Breakfast is typically fruit with granola and almond milk (most oats have gluten from being processed in a mill with wheat, so you have to buy specifically GF oats.) I feel fortunate to live near the Bob’s Red Mill store where they have SO MANY GF products in bulk in their very own gluten free section for the fraction of the price. If not granola, then I eat some type of home-made almond flour bread and maybe a few eggs. I make GF pancakes on the weekends… it’s nice to stuff myself on those.
Lunch varies from leftovers to egg salad or tuna on rice cakes or homemade GF crackers (or rice crackers if I haven’t made any). Other regulars include hummus, dips, veggies, almond butter, tahini.
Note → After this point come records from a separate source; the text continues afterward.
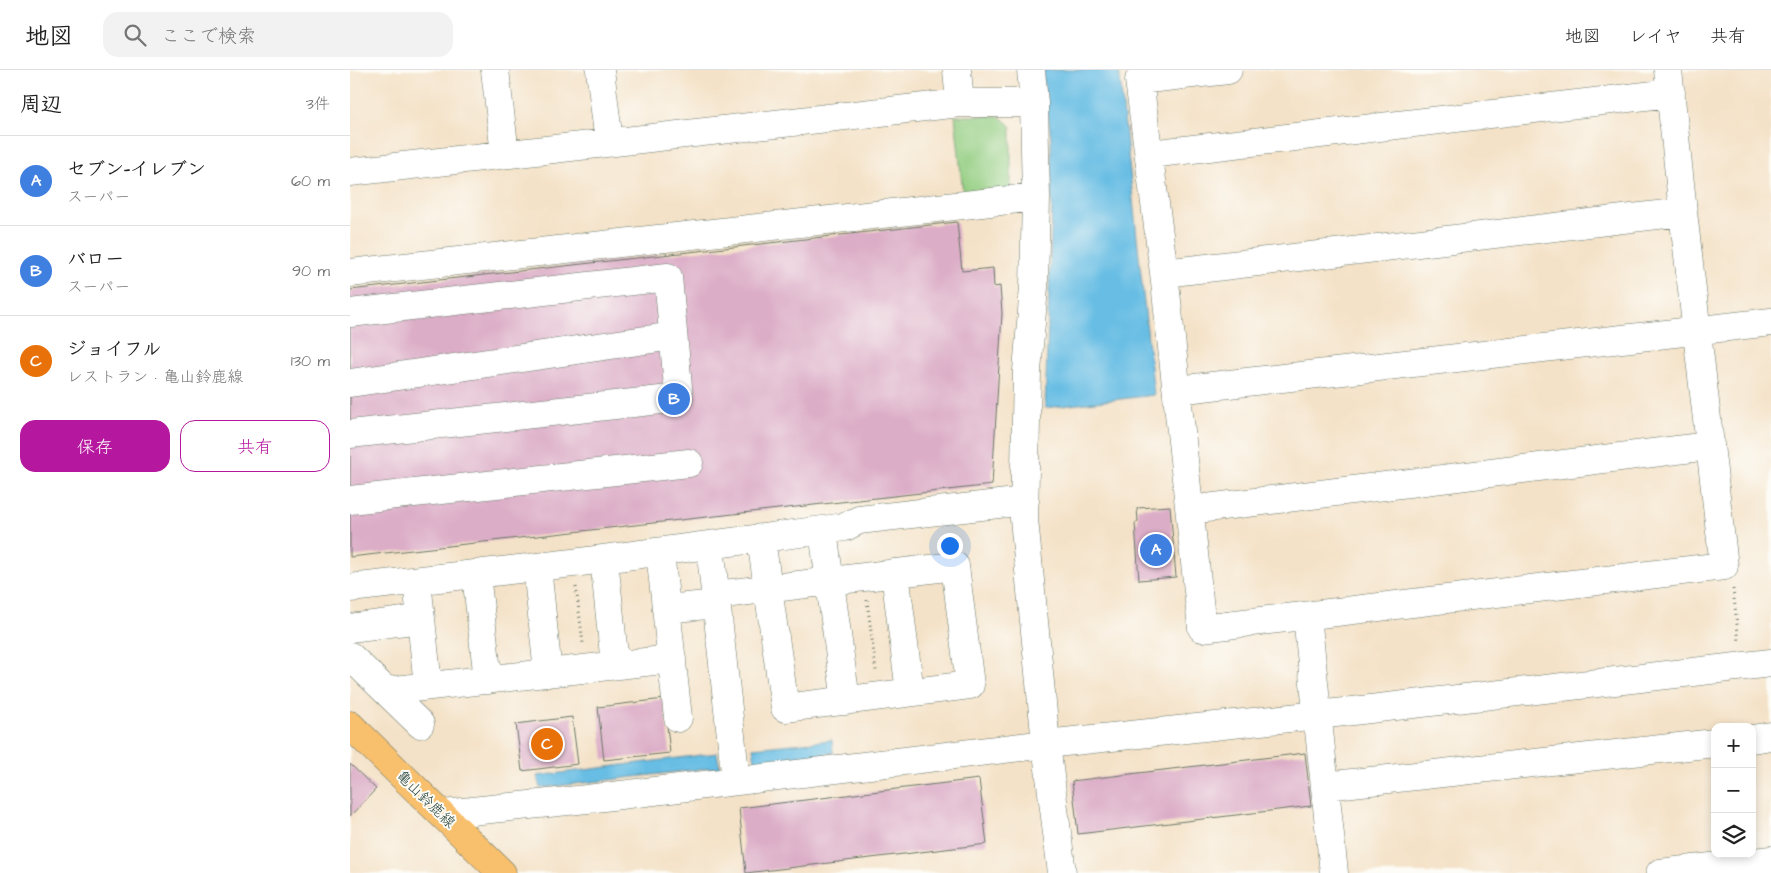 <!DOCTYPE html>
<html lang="ja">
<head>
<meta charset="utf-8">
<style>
	:root { --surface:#fff; --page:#f2f2f2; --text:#222; --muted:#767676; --line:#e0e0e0; --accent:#b5179e }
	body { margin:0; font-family:"Architects Daughter","Klee One",sans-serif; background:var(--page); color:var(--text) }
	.controls { position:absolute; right:15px; bottom:15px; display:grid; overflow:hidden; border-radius:10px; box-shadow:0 2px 8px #0003 }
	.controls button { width:45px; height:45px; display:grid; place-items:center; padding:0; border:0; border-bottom:1px solid var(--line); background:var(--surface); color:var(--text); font:25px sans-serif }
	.you { position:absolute; left:599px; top:475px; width:18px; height:18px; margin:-12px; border:4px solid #fff; border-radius:50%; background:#1a73e8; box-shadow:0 0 0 8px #1a73e833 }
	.badge { display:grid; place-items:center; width:32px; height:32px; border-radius:50%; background:var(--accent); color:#fff; font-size:16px; font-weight:700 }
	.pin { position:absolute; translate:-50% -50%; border:2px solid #fff; box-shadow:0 1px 5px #0006 }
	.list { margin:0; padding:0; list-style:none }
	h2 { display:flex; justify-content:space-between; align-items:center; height:65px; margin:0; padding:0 20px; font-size:21px }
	h2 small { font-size:16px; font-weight:400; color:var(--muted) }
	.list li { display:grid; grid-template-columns:32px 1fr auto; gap:15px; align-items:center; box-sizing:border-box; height:90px; padding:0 20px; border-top:1px solid var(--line) }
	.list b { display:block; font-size:19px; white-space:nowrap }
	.list p { margin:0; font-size:16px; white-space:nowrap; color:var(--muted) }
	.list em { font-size:16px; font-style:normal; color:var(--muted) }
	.actions { display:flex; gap:10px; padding:15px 20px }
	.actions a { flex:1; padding:11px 0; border:1px solid var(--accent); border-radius:15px; text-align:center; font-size:18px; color:var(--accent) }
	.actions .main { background:var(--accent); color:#fff }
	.icon { flex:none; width:28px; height:28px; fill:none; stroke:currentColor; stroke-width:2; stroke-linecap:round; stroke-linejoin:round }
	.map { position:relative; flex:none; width:1421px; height:803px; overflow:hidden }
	header { display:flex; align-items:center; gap:30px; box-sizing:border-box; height:70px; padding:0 25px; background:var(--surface); border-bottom:1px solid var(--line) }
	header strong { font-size:24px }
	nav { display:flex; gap:28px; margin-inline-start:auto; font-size:18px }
	.search { width:350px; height:45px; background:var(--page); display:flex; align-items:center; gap:12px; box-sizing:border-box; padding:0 18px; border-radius:15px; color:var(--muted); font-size:19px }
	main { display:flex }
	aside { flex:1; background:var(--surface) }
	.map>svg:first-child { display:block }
</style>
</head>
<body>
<header>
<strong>地図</strong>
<div class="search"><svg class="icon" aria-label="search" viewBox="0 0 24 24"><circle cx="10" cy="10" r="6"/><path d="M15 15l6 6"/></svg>ここで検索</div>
<nav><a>地図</a><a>レイヤ</a><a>共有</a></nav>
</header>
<main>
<aside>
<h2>周辺<small>3件</small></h2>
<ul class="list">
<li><span class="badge" style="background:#3f7fe0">A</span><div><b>セブン-イレブン</b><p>スーパー</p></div><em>60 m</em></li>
<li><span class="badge" style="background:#3f7fe0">B</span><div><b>バロー</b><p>スーパー</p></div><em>90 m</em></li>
<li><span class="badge" style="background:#e8710a">C</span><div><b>ジョイフル</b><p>レストラン · 亀山鈴鹿線</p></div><em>130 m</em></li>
</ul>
<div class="actions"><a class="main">保存</a><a>共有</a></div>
</aside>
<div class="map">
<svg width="1421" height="803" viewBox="0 0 1421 803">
	<rect width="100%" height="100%" fill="#fdfcf7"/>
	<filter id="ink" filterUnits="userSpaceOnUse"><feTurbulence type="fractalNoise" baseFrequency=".02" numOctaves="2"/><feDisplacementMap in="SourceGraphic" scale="10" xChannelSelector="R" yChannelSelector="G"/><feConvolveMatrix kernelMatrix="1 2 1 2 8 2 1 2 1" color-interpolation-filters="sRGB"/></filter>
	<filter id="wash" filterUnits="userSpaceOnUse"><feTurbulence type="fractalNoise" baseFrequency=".0096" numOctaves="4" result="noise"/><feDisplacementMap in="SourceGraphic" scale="20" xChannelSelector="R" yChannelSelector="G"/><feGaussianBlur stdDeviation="1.12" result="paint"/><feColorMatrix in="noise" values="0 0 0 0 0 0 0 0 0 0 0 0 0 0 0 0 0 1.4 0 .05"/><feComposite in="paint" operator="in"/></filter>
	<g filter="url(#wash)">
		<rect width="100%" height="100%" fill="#f4e2c8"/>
		<path fill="#93cd81" stroke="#59855a" d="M605 46H649L661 56V119L613 123Z"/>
		<path fill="#67bde4" stroke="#437d8c" d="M692 0H769L804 325 695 338 702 135 701 68Z
			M482 670 483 683 405 692 403 678Z
			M367 683 370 697 190 718 187 706Z"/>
		<g id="blocks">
			<path fill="#dcadc7" d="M607 152 612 201 643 198 644 217 650 216 652 243 642 415 0 487V220Z
				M820 436 826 507 789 510 785 453 788 451 787 438Z
				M314 629 320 683 254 690 248 637Z
				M222 647 228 694 172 701 166 654Z
				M955 683 961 736 728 764 722 711Z
				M0 694 26 719 0 746Z
				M629 709 637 774 396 803 389 738Z"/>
		</g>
	</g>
	<g filter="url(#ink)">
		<use href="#blocks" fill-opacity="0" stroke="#6a7768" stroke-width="1"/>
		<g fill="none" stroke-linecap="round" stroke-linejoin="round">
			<defs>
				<path id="minor" d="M145 0 155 84
					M250 0 259 72
					M607 0 610 33
					M681 0 684 33 686 127 684 217 677 301 674 449 696 674 712 803
					M878 0 789 10 814 203 852 558 1374 496 1333 142 1318 0
					M800 84 1321 23
					M0 102 610 33H684
					M0 203 686 127
					M814 203 1333 142
					M0 243 318 207 329 328 0 364
					M0 313 323 266
					M827 320 1421 252
					M0 430 339 393
					M840 440 1359 376
					M473 461 496 631
					M360 476 386 711
					M310 482 328 648
					M254 489 265 595
					M187 497 198 603
					M545 503 560 622
					M126 504 138 610
					M67 511 78 616
					M0 518 223 493 495 457 509 450 675 431
					M366 525 605 496 620 615 435 638 411 469
					M316 539 367 534
					M957 546 984 803
					M0 558 70 549
					M0 586 70 654
					M36 621 322 589
					M1402 669 1421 666
					M975 716 1365 673
					M93 744 237 729 696 674 968 645 1421 593
					M1310 803 1421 790"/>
				<path id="major" d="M0 655 152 803"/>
			</defs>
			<use href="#minor" stroke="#6a7768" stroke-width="29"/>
			<use href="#major" stroke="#6a7768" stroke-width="29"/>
			<path stroke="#6a7768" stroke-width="3" stroke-dasharray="1 4" stroke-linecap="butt" d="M226 517 233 573
				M1383 519 1389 572
				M517 530 526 601"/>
			<use href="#minor" stroke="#fff" stroke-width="28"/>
			<use href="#major" stroke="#f8bf6c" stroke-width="28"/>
		</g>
	</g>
	<g text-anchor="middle" stroke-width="4" stroke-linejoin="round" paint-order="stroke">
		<g font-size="15" fill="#1f3d34" stroke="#fdfcf7">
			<text transform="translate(76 729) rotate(44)" y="5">亀山鈴鹿線</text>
		</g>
	</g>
</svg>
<div class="controls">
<button>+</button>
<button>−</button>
<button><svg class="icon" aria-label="layers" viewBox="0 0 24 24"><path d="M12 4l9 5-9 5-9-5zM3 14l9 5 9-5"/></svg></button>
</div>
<div class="you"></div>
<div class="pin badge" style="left:806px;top:480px;background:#3f7fe0">A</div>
<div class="pin badge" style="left:324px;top:329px;background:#3f7fe0">B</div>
<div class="pin badge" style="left:197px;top:674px;background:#e8710a">C</div>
</div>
</main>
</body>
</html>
We cook a lot with rice and quinoa, having stir fry (we us a lot of Tamari!) and fried rice, and we roast seasonal veggies and potatoes. We try to eat low fat, and local, meats. I make a lot of soups in the winter and bean salads and veggie salads in the summer. We still eat pasta, that’s the one processed food I do buy regularly (a quinoa/corn version) and eat about once a week.
I can’t say I have increased energy, but that may be because it’s zapped by my 3 year old. The biggest advantage I suppose is eating healthier, saving money, and getting more in tune with how my body reacts to certain foods. I also like that we’re raising our son without processed foods and refined sugars, with a few exceptions of course. Since I can’t just stop for pizza or a burrito, we have to plan meals and cook things in advance so we have quick supper options. It’s made me more creative in the kitchen.